== Record set

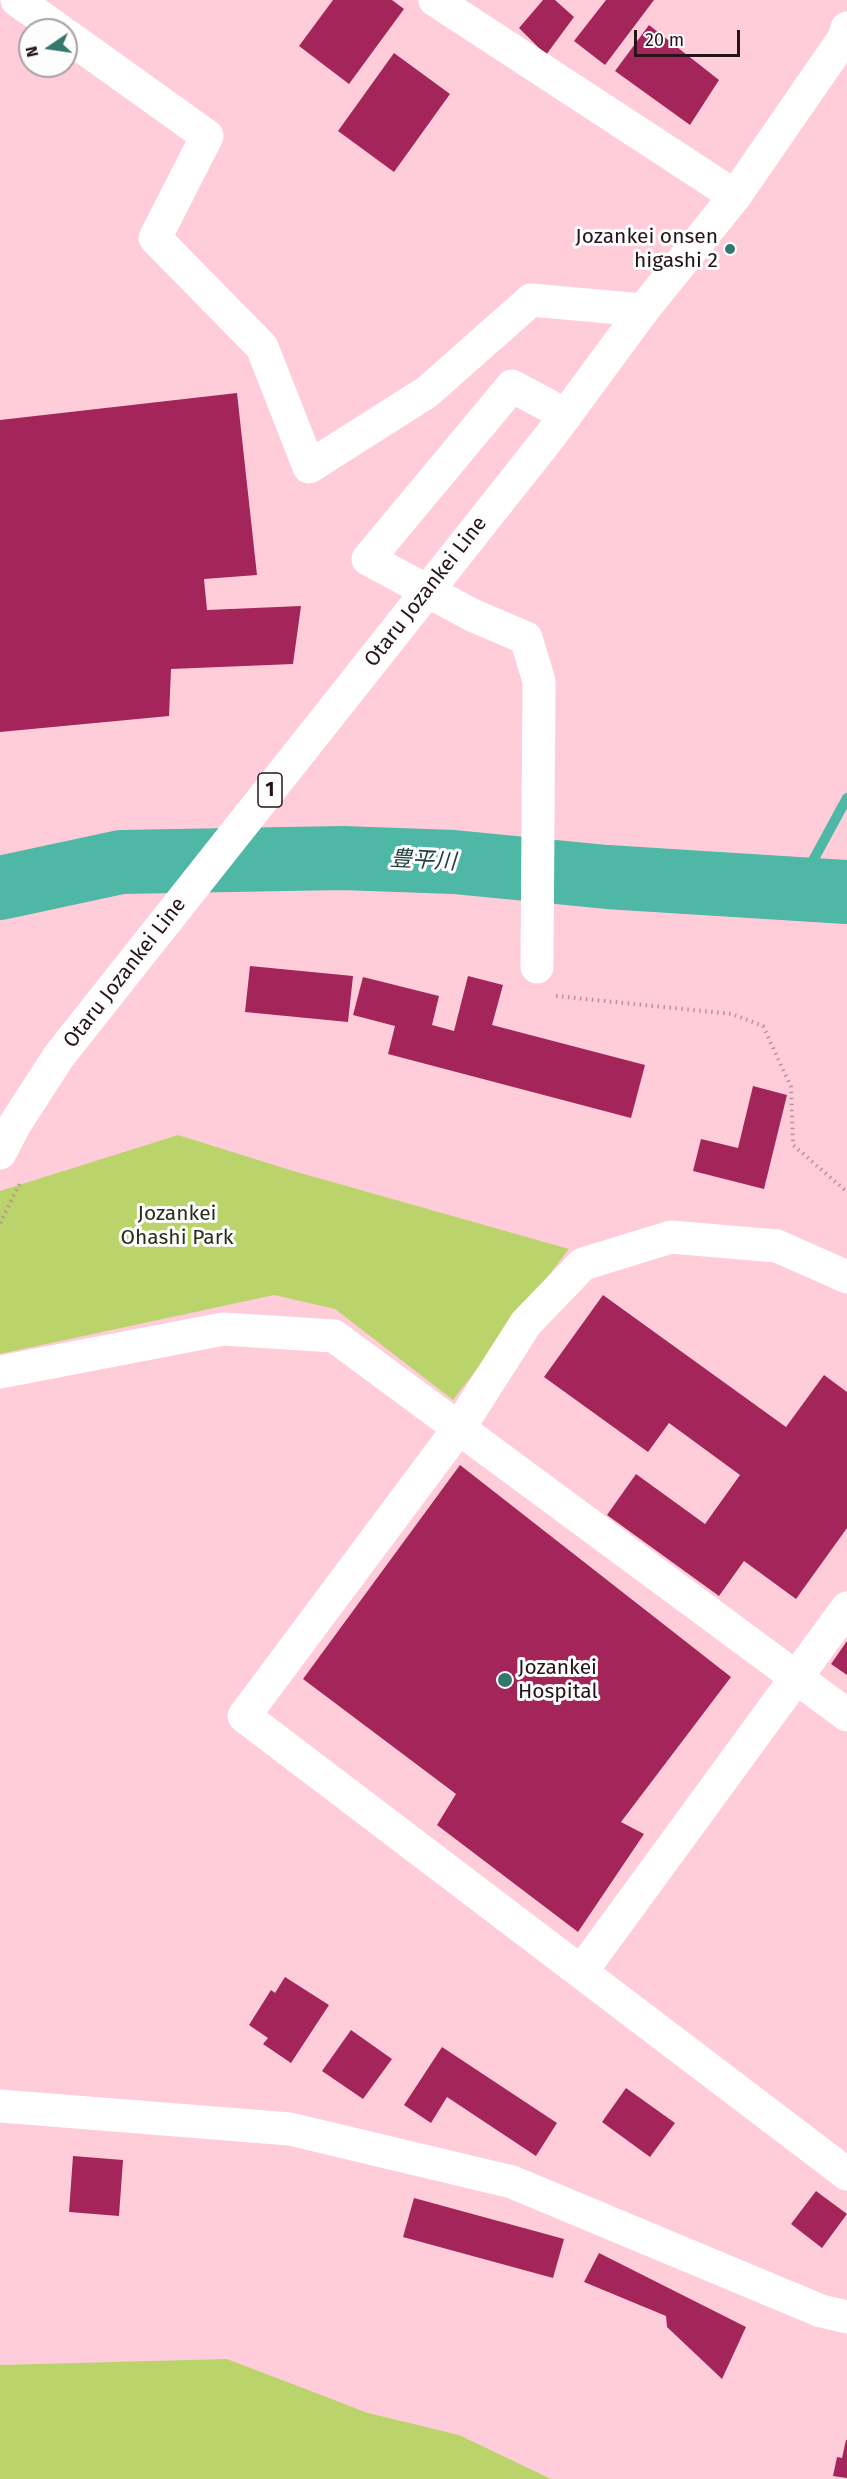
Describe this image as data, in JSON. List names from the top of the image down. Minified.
{"streets":{"street":["Otaru Jozankei Line","1"]},"water":["豊平川"],"parks":["Jozankei Ohashi Park"],"places":["Jozankei onsen higashi 2","Jozankei Hospital"],"scale_bar":"20 m","north":"left"}
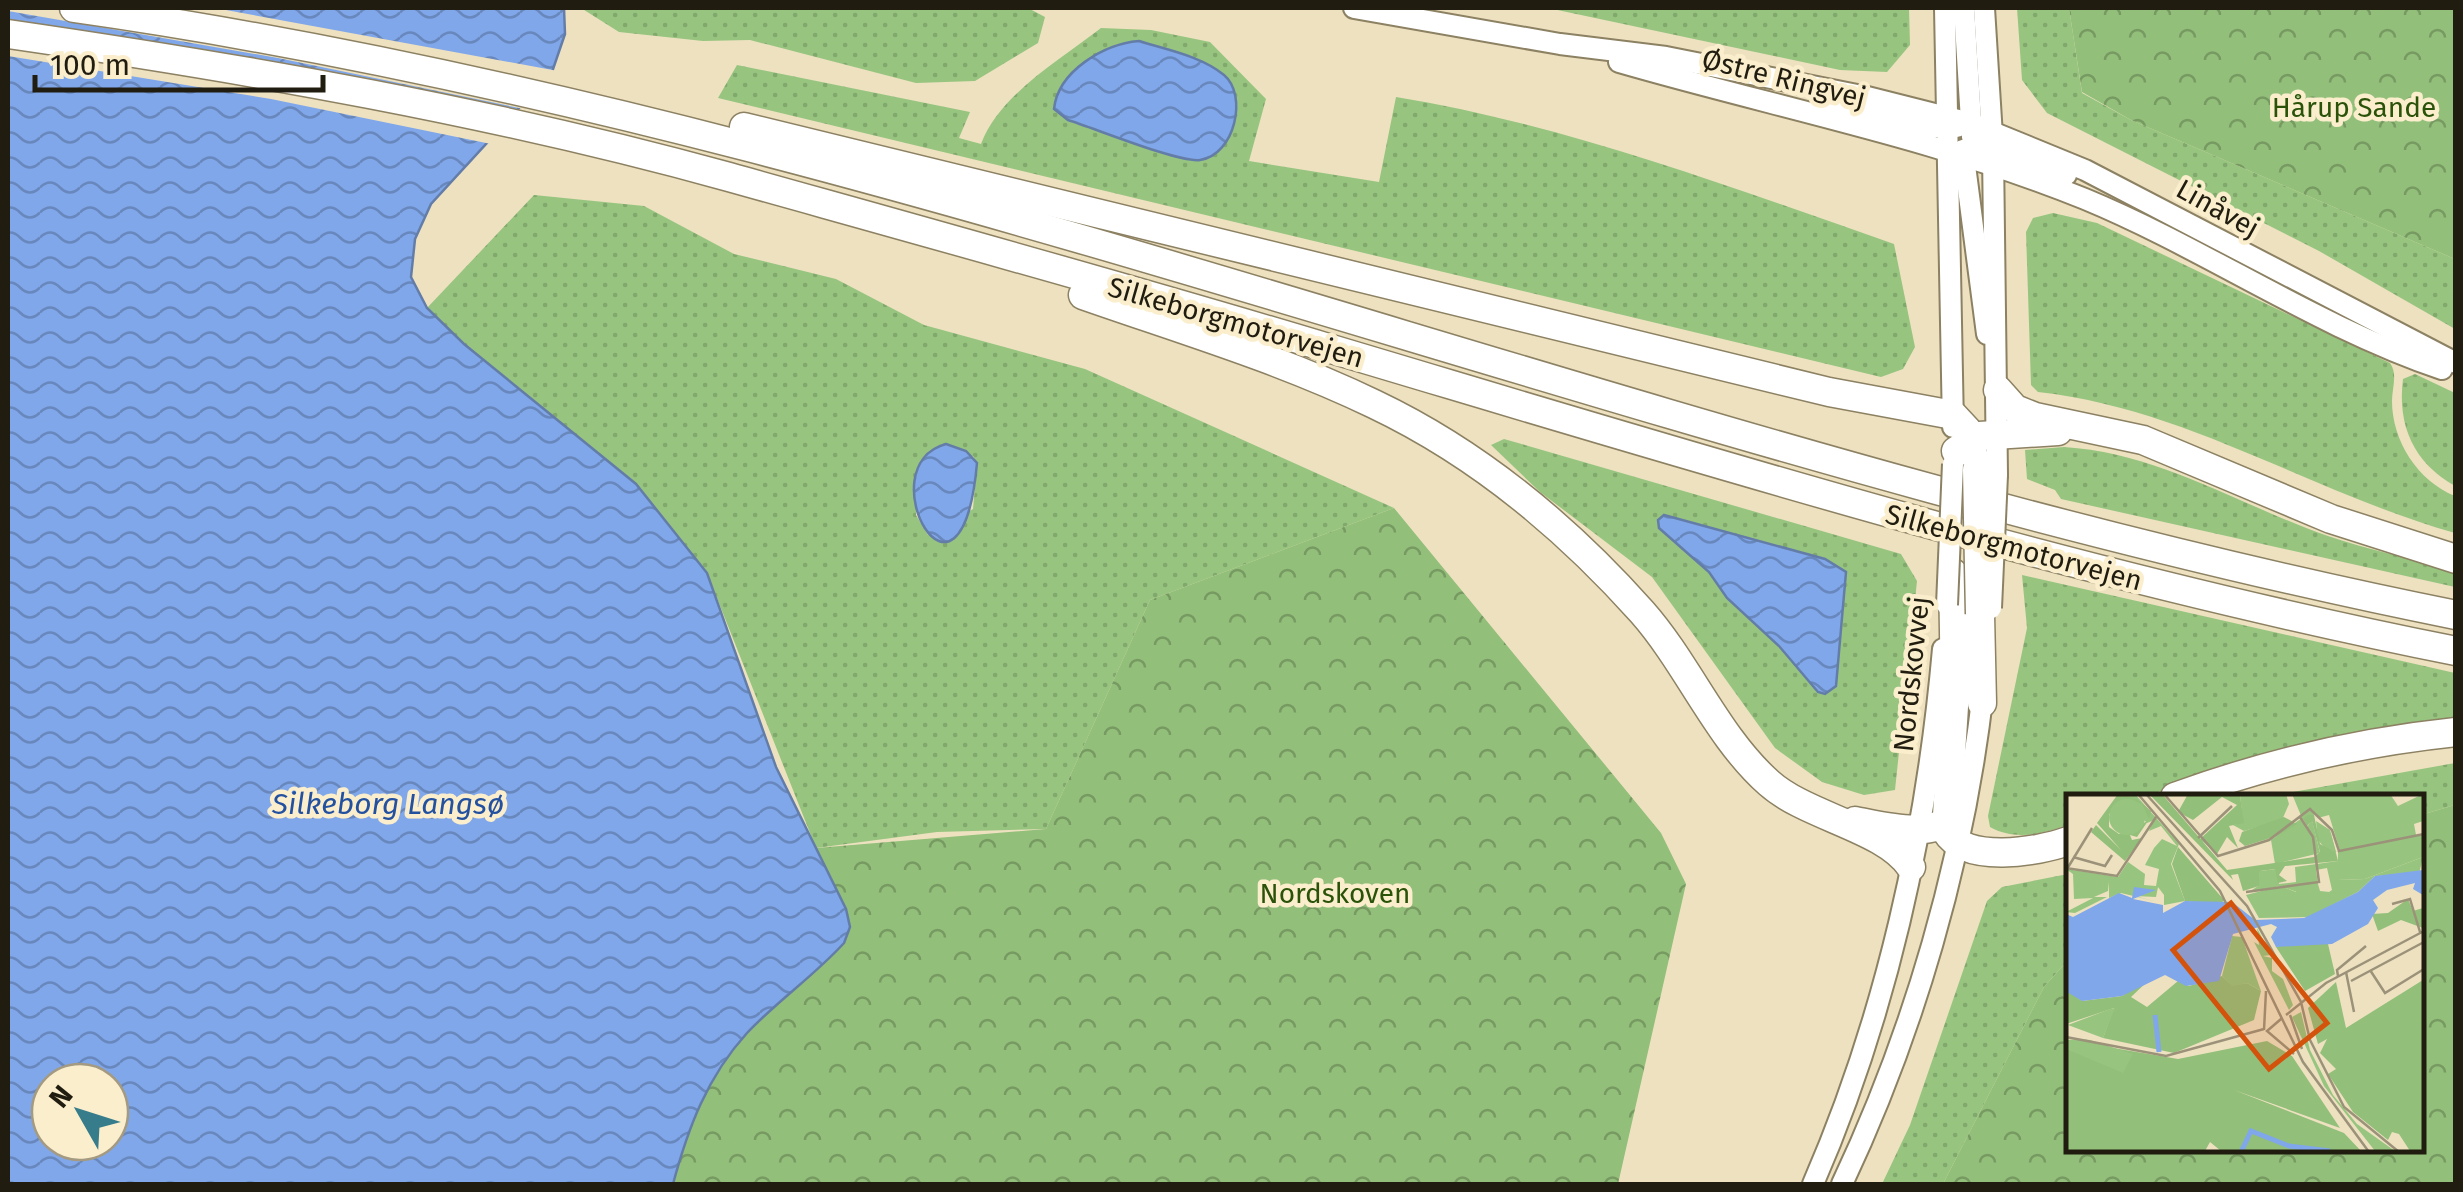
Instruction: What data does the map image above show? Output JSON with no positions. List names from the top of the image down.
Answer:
{
  "streets": {
    "highway": ["Silkeborgmotorvejen"],
    "street": ["Østre Ringvej", "Linåvej"]
  },
  "crossings": [
    ["Østre Ringvej", "Linåvej"]
  ],
  "water": ["Silkeborg Langsø"],
  "parks": ["Hårup Sande", "Nordskoven"],
  "scale_bar": "100 m",
  "north": "top left"
}
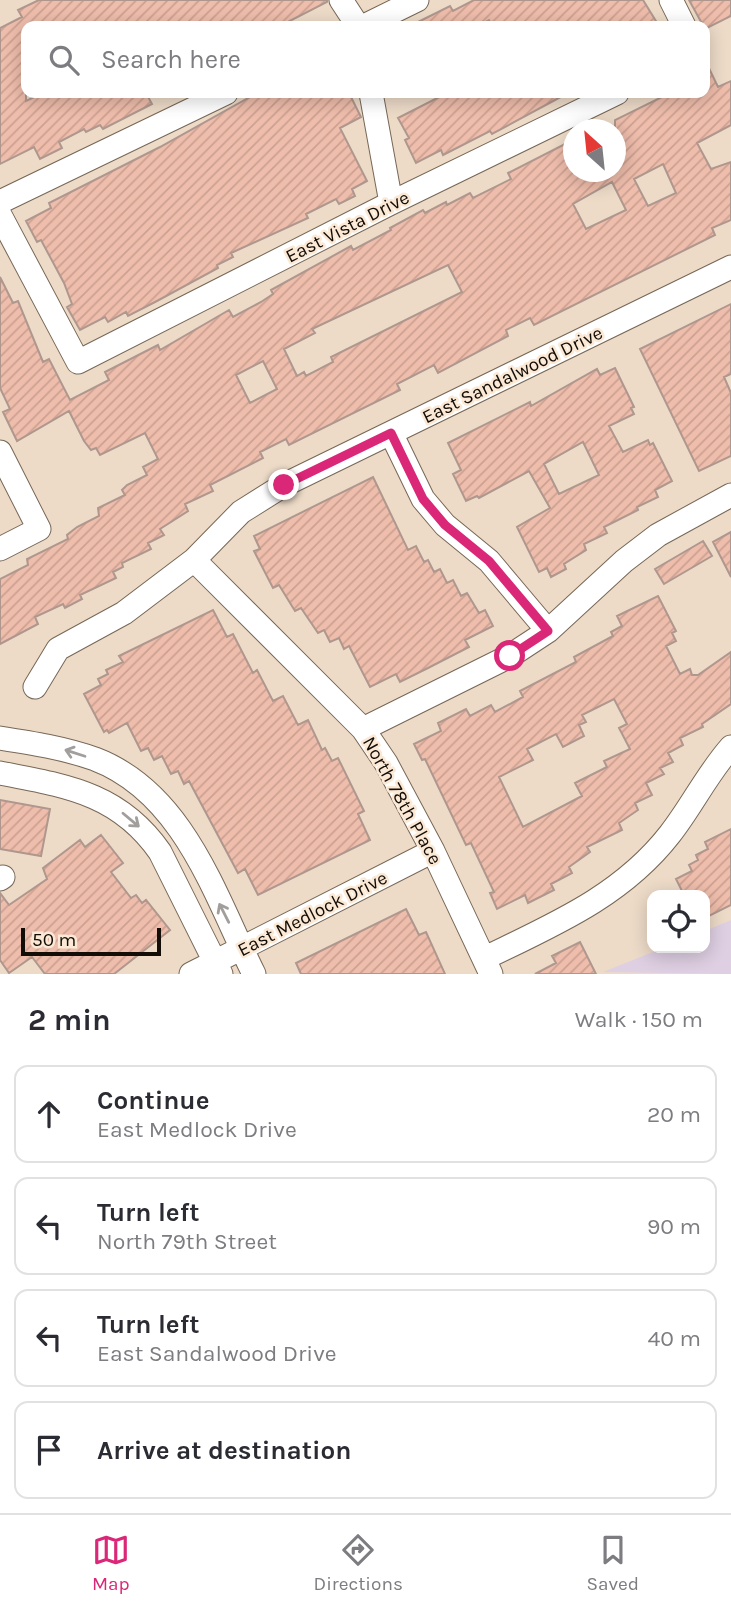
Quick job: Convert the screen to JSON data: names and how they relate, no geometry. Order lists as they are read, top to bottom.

====

Every line above must appear in the answer unchanged, and no picture may appear in it.

> Written solution
Describe this image as data, in JSON. List names from the top of the image down. Minified.
{"streets":{"street":["Otaru Jozankei Line","1"]},"water":["豊平川"],"parks":["Jozankei Ohashi Park"],"places":["Jozankei onsen higashi 2","Jozankei Hospital"],"scale_bar":"20 m","north":"left"}
Instruction: What data does the map image above show? Output JSON with no positions. List names from the top of the image down.
Answer:
{
  "streets": {
    "highway": ["Silkeborgmotorvejen"],
    "street": ["Østre Ringvej", "Linåvej"]
  },
  "crossings": [
    ["Østre Ringvej", "Linåvej"]
  ],
  "water": ["Silkeborg Langsø"],
  "parks": ["Hårup Sande", "Nordskoven"],
  "scale_bar": "100 m",
  "north": "top left"
}
Quick job: Convert the screen to JSON data: names and how they relate, no geometry. Order lists as they are read, top to bottom.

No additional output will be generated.